Problem statement - An exact copy of the lines from the start of the material below through the line containing "font-size:16px; font-weight:400; color:var(--muted)" is the required answer, and it includes no pictures.

Data supplied -
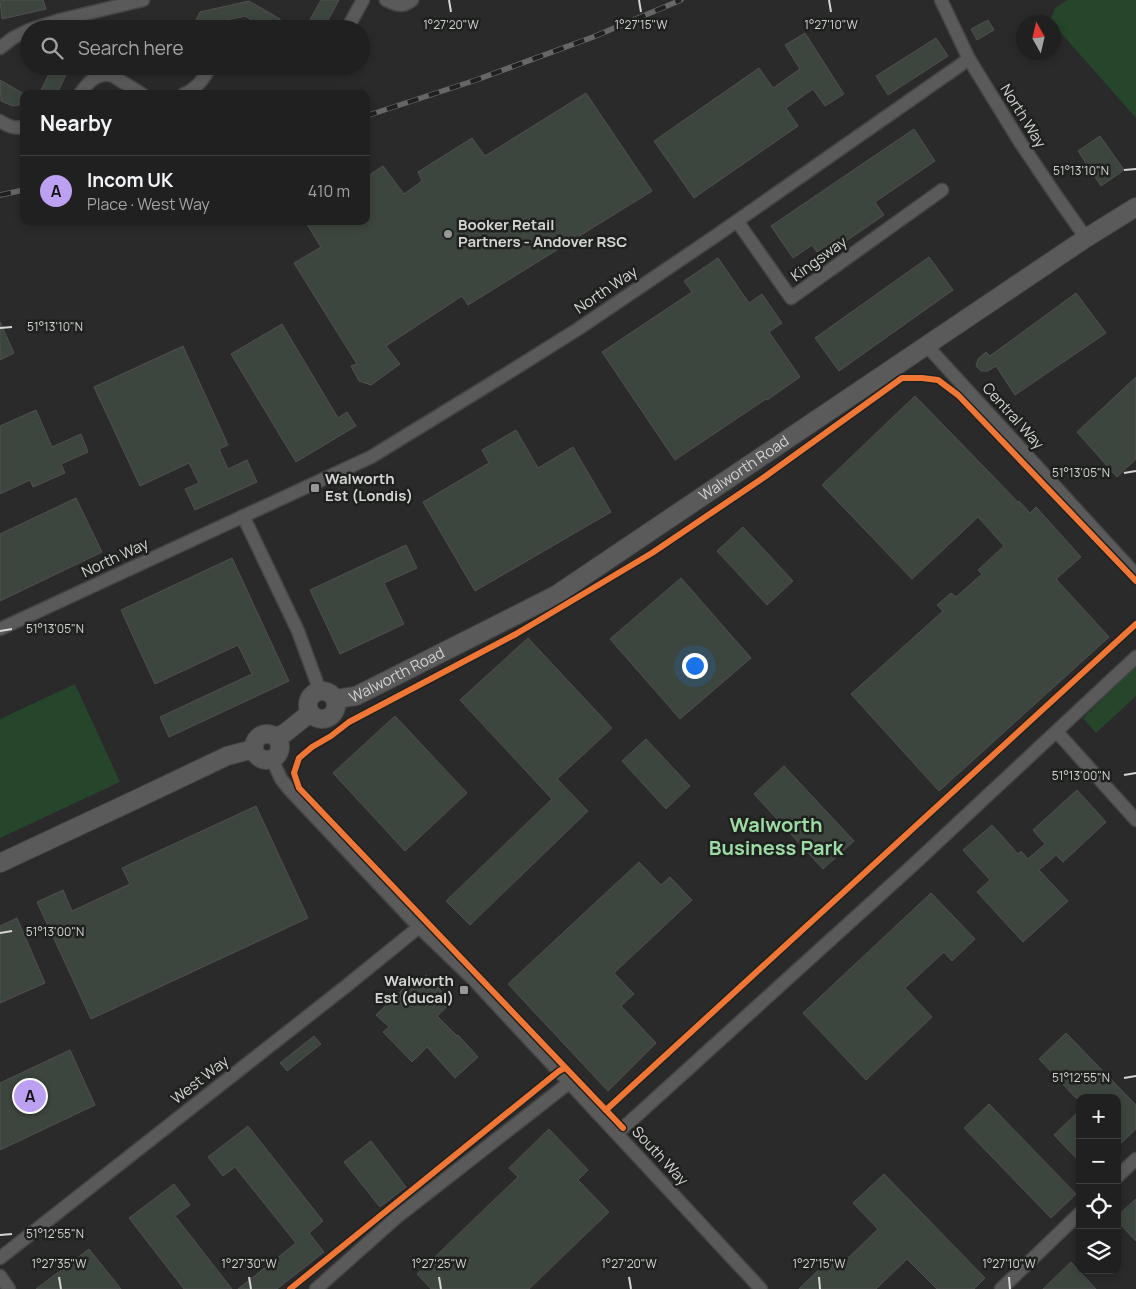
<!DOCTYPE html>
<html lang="en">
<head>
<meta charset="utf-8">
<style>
	:root { --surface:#202020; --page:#282829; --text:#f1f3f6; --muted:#a2a3a5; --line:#3d3e3e; --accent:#bca0f2 }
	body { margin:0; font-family:Manrope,sans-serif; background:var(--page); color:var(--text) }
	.controls { position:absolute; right:15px; bottom:15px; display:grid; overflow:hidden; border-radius:10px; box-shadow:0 2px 8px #0003 }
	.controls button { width:45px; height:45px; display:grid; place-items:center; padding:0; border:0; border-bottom:1px solid var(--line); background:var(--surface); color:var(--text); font:25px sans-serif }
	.compass { position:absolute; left:1016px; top:15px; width:45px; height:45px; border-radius:50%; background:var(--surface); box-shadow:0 2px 8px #0003; rotate:352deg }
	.you { position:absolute; left:694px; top:665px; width:18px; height:18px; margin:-12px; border:4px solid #fff; border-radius:50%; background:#1a73e8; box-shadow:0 0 0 8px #1a73e833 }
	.badge { display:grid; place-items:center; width:32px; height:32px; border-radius:50%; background:var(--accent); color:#111; font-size:16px; font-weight:700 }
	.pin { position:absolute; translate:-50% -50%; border:2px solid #fff; box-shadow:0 1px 5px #0006 }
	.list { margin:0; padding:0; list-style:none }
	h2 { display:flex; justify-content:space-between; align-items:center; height:65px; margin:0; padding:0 20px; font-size:21px }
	h2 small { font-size:16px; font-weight:400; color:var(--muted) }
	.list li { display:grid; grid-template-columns:32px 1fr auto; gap:15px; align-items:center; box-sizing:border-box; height:70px; padding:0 20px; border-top:1px solid var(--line) }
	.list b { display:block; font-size:19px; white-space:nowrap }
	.list p { margin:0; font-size:16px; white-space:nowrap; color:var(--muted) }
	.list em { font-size:16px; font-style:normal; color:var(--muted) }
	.icon { flex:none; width:28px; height:28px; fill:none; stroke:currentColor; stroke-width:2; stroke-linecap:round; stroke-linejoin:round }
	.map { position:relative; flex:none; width:1136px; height:1289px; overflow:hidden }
	.search { position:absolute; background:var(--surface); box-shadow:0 2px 8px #0003; left:20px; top:20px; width:350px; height:55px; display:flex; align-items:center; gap:12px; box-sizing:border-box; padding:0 18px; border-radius:28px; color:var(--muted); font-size:19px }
	.panel { position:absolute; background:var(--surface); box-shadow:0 2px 8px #0003; left:20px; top:90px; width:350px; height:135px; border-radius:10px }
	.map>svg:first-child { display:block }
	.green { fill:#25462a }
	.building { fill:#3c463e; stroke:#505050 }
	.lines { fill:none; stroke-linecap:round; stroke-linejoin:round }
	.street-casing { stroke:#454545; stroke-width:15 }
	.secondary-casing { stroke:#454545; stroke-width:20 }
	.street { stroke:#5a5a5a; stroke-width:12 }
	.secondary { stroke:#5a5a5a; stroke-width:18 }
	.rail-casing { stroke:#666; stroke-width:5.5 }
	.rail { stroke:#1f211f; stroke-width:4; stroke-dasharray:11; stroke-linecap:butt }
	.cycleway-casing { stroke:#1f211f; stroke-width:9 }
	.cycleway { stroke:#f07635; stroke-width:6 }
	.ticks { fill:none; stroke:#d3d4d3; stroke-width:2 }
	.poi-dot { fill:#989898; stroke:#1f211f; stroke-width:2 }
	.labels { text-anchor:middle; stroke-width:5; stroke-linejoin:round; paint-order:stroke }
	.street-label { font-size:15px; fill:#d3d4d3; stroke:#1f211f }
	.poi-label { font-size:15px; font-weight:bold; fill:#d3d4d3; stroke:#1f211f; text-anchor:start }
	.district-label { font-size:20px; font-weight:bold; fill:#9cdba3; stroke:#1f211f }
	.ticks-label { font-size:12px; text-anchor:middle; fill:#d3d4d3; stroke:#1f211f; stroke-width:5; stroke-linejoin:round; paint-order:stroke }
</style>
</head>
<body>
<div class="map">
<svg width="1136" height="1289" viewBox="0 0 1136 1289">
	<rect width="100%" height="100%" fill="#2a2a2a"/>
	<g class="green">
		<polygon points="1068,0 1136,0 1136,118 1054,25 1054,22 1050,21 1055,8"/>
		<polygon points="1136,666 1136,696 1096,733 1083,718"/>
		<polygon points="75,684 120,782 0,838 0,719"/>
	</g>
	<g class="building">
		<polygon points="7,0 43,0 46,9 2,19 0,1"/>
		<polygon points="321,0 339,0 323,29 305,29"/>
		<polygon points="249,1 280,19 283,29 267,29 245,16 209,24 207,29 198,29 193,26 200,12"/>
		<polygon points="988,20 994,30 977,40 971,29"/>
		<polygon points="805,33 844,94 825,106 813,89 786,108 798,126 694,198 654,141 759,68 773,88 800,69 785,45"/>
		<polygon points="936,38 948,56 888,95 876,76"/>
		<polygon points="53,66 70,66 57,94 39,94"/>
		<polygon points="0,80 24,94 24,104 13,106 1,101"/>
		<polygon points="586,93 652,191 468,305 462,296 386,346 400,364 371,385 359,381 351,366 357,364 294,263 321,247 305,221 366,221 366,177 383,166 404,194 422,181 418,172 472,138 485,156"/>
		<polygon points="914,129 935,161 875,202 884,215 846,241 847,243 829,255 824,247 817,252 812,245 793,258 771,226"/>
		<polygon points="1100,136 1124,170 1101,186 1078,151"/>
		<polygon points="929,257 953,290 839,371 815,338"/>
		<polygon points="718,258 749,303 762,294 782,323 769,332 800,377 767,400 766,399 675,460 602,352 692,292 684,281"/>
		<polygon points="1076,293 1106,333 1015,395 996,366 988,371 981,371 976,366 978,359 986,352 990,356"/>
		<polygon points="0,322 14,353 0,360"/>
		<polygon points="282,324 338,418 347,412 356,426 296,462 231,354"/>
		<polygon points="183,346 228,445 219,449 228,469 247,460 257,482 195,510 185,489 199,483 189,463 140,486 94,387"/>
		<polygon points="1136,377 1136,459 1117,477 1077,432"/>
		<polygon points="915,396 1018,502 1019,501 1030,513 1036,507 1081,557 1056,579 1109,637 939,791 851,694 943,611 937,605 951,593 956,597 982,574 978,570 1004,546 978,517 912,579 822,485"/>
		<polygon points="36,410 52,447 81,434 88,452 61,464 65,473 33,487 30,480 0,494 0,426"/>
		<polygon points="516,430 538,468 573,447 611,512 475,591 423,502 489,463 482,450"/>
		<polygon points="76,498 102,552 0,601 0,534"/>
		<polygon points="743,527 793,581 767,605 717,551"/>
		<polygon points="406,545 417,568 384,583 404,624 340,654 310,590"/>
		<polygon points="232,558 289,681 169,737 160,717 252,674 238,645 155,684 121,610"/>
		<polygon points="681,578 751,658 680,719 610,639"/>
		<polygon points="528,638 612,728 557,779 588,811 470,925 446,901 552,799 460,700"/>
		<polygon points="395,716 467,793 405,851 333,773"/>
		<polygon points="646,739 690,786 666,809 622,761"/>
		<polygon points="784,766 854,841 823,869 754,794"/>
		<polygon points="1077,790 1106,822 1063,862 1056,855 1039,870 1068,901 1023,942 977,892 990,880 963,850 992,825 1018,854 1021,851 1028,859 1045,844 1033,830"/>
		<polygon points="256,806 308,918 91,1019 37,902 63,890 72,911 130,884 122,868"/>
		<polygon points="639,862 661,885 670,877 692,900 614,973 634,994 621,1006 656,1043 608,1091 508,984"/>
		<polygon points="931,893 975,939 952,961 944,952 905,988 932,1017 866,1080 803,1013"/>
		<polygon points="17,918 45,983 0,1003 0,926"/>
		<polygon points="426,975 452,1002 437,1016 457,1036 458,1035 478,1057 455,1078 427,1047 412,1062 383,1032 389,1027 376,1015 404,988 408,992"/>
		<polygon points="1066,1033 1136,1105 1136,1129 1117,1147 1117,1098 1076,1098 1039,1059"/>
		<polygon points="314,1036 321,1044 287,1071 280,1063"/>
		<polygon points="70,1050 95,1105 0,1150 0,1083"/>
		<polygon points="989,1104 1076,1194 1051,1218 964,1128"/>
		<polygon points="1080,1110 1080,1162 1054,1135"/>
		<polygon points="248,1126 323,1221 309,1233 324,1252 277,1289 238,1289 296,1243 235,1167 223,1176 208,1157"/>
		<polygon points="549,1129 588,1170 578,1180 609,1212 529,1289 431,1289 417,1274 518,1177 509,1168"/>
		<polygon points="371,1141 406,1187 380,1207 344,1162"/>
		<polygon points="884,1174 985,1278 974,1289 937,1289 907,1259 876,1289 799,1289 833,1256 842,1264 878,1229 853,1203"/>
		<polygon points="174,1184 190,1205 175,1216 232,1289 184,1289 129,1218"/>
		<polygon points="1136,1199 1136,1241 1117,1221 1117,1216"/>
		<polygon points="89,1249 121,1289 36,1289"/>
		<polygon points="1071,1262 1096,1289 1043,1289"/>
	</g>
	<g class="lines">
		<defs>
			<g id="street">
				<path d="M386,0C396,5 403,8 412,0"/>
				<polyline points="941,0 969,59 1020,142 1055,194 1086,238"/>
				<polyline points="32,29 60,20 143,0"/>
				<polyline points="347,29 363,0"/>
				<polyline points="0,48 13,38 29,30"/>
				<path d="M80,94C88,82 98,71 113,76L142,94"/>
				<path d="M184,94C197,89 204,78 211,66"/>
				<path d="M0,121C8,126 14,129 24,127"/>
				<polyline points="737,221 791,298 942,190"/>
				<polyline points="927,346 1136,575"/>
				<polyline points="243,516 298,631 320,691"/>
				<polyline points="0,629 371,457 503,376 578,329 714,237 969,59"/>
				<polyline points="1057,732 1136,820"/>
				<polyline points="272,759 281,779 289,789 419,927 472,978 761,1289"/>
				<polyline points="616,1132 623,1128 912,866 1136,657"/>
				<polyline points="1117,1177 1136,1159"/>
				<polyline points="0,1258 345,987 419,927"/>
				<polyline points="0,1276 9,1289"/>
				<polyline points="316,1289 397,1217 570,1082"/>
				<polyline points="1001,1289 1080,1213"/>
			</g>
			<g id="secondary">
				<circle cx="322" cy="705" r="14"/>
				<path id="s1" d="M336,699L356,696L556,595L1086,238L1136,207"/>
				<circle cx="267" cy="747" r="13"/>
				<polyline points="277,737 285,733 310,713"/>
				<polyline points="0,863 141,797 227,756 254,749"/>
			</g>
		</defs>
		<use href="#street" class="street-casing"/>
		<use href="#secondary" class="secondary-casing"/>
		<use href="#street" class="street"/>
		<use href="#secondary" class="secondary"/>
		<defs>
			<g id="rail">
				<polyline points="366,116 476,80 593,37 681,0"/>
				<polyline points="0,195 24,190"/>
			</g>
		</defs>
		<use href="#rail" class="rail-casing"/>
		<use href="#rail" class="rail"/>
		<defs>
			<g id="cycleway">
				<polyline points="606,1110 1136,624"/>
				<polyline points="623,1128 299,788 294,773 299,758 312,747 331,736 349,722 516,634 652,553 763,478 902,378 922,378 938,380 958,395 1136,581"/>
				<polyline points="290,1289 559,1071 565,1068"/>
			</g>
		</defs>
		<use href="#cycleway" class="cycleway-casing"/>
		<use href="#cycleway" class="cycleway"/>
	</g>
	<path class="ticks" d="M449,0L451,12M639,0L641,12M829,0L831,12M1124,170L1136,169M0,328L12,327M1124,473L1136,471M0,631L12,629M1124,775L1136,773M0,933L12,931M1124,1078L1136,1076M0,1235L12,1234M59,1277L61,1289M249,1277L251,1289M439,1277L441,1289M629,1277L631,1289M819,1277L820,1289M1009,1277L1010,1289"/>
	<g class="poi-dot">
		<circle cx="448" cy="234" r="5"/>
		<rect x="310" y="483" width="10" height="10" rx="2.5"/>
		<rect x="459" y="985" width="10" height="10" rx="2.5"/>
	</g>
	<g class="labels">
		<g class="street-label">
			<text transform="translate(1023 116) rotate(58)" y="5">North Way</text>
			<text transform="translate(819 259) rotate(-36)" y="5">Kingsway</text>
			<text transform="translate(606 290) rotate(-34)" y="5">North Way</text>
			<text transform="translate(1013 416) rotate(48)" y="5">Central Way</text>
			<text dy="5" stroke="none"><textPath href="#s1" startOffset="471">Walworth Road</textPath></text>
			<text transform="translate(115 558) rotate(-25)" y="5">North Way</text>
			<text dy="5" stroke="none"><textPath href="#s1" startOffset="66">Walworth Road</textPath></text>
			<text transform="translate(200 1080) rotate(-38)" y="5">West Way</text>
			<text transform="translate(660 1156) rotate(47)" y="5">South Way</text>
		</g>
		<g class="poi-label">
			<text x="458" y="230">Booker Retail<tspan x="458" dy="17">Partners - Andover RSC</tspan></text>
			<text x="325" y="484">Walworth<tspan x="325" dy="17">Est (Londis)</tspan></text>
			<text x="454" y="986" text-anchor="end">Walworth<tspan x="454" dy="17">Est (ducal)</tspan></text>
		</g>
		<g class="district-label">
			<text x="776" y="832">Walworth<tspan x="776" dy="23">Business Park</tspan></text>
		</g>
	</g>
	<g class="ticks-label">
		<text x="451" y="29">1°27'20"W</text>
		<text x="641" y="29">1°27'15"W</text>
		<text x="831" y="29">1°27'10"W</text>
		<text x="1081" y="175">51°13'10"N</text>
		<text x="55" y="331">51°13'10"N</text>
		<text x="1081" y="477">51°13'05"N</text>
		<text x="55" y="633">51°13'05"N</text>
		<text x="1081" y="780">51°13'00"N</text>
		<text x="55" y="936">51°13'00"N</text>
		<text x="1081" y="1082">51°12'55"N</text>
		<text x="55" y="1238">51°12'55"N</text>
		<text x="59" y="1268">1°27'35"W</text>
		<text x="249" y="1268">1°27'30"W</text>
		<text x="439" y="1268">1°27'25"W</text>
		<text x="629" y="1268">1°27'20"W</text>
		<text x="819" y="1268">1°27'15"W</text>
		<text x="1009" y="1268">1°27'10"W</text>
	</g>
</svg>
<div class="controls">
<button>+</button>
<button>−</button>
<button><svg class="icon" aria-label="locate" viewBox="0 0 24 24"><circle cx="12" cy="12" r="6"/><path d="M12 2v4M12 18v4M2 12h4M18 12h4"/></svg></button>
<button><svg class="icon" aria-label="layers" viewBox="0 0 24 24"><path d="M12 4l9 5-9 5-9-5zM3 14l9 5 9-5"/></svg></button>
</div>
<svg class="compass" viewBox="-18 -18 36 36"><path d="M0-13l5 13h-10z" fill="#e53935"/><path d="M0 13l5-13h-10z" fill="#a2a3a5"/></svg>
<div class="you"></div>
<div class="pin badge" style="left:30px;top:1096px">A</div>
<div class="search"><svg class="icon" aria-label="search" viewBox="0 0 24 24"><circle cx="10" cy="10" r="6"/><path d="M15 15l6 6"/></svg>Search here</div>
<section class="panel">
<h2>Nearby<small></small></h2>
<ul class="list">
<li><span class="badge">A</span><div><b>Incom UK</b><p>Place · West Way</p></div><em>410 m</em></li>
</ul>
</section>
</div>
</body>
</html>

Answer area -
<!DOCTYPE html>
<html lang="en">
<head>
<meta charset="utf-8">
<style>
	:root { --surface:#202020; --page:#282829; --text:#f1f3f6; --muted:#a2a3a5; --line:#3d3e3e; --accent:#bca0f2 }
	body { margin:0; font-family:Manrope,sans-serif; background:var(--page); color:var(--text) }
	.controls { position:absolute; right:15px; bottom:15px; display:grid; overflow:hidden; border-radius:10px; box-shadow:0 2px 8px #0003 }
	.controls button { width:45px; height:45px; display:grid; place-items:center; padding:0; border:0; border-bottom:1px solid var(--line); background:var(--surface); color:var(--text); font:25px sans-serif }
	.compass { position:absolute; left:1016px; top:15px; width:45px; height:45px; border-radius:50%; background:var(--surface); box-shadow:0 2px 8px #0003; rotate:352deg }
	.you { position:absolute; left:694px; top:665px; width:18px; height:18px; margin:-12px; border:4px solid #fff; border-radius:50%; background:#1a73e8; box-shadow:0 0 0 8px #1a73e833 }
	.badge { display:grid; place-items:center; width:32px; height:32px; border-radius:50%; background:var(--accent); color:#111; font-size:16px; font-weight:700 }
	.pin { position:absolute; translate:-50% -50%; border:2px solid #fff; box-shadow:0 1px 5px #0006 }
	.list { margin:0; padding:0; list-style:none }
	h2 { display:flex; justify-content:space-between; align-items:center; height:65px; margin:0; padding:0 20px; font-size:21px }
	h2 small { font-size:16px; font-weight:400; color:var(--muted) }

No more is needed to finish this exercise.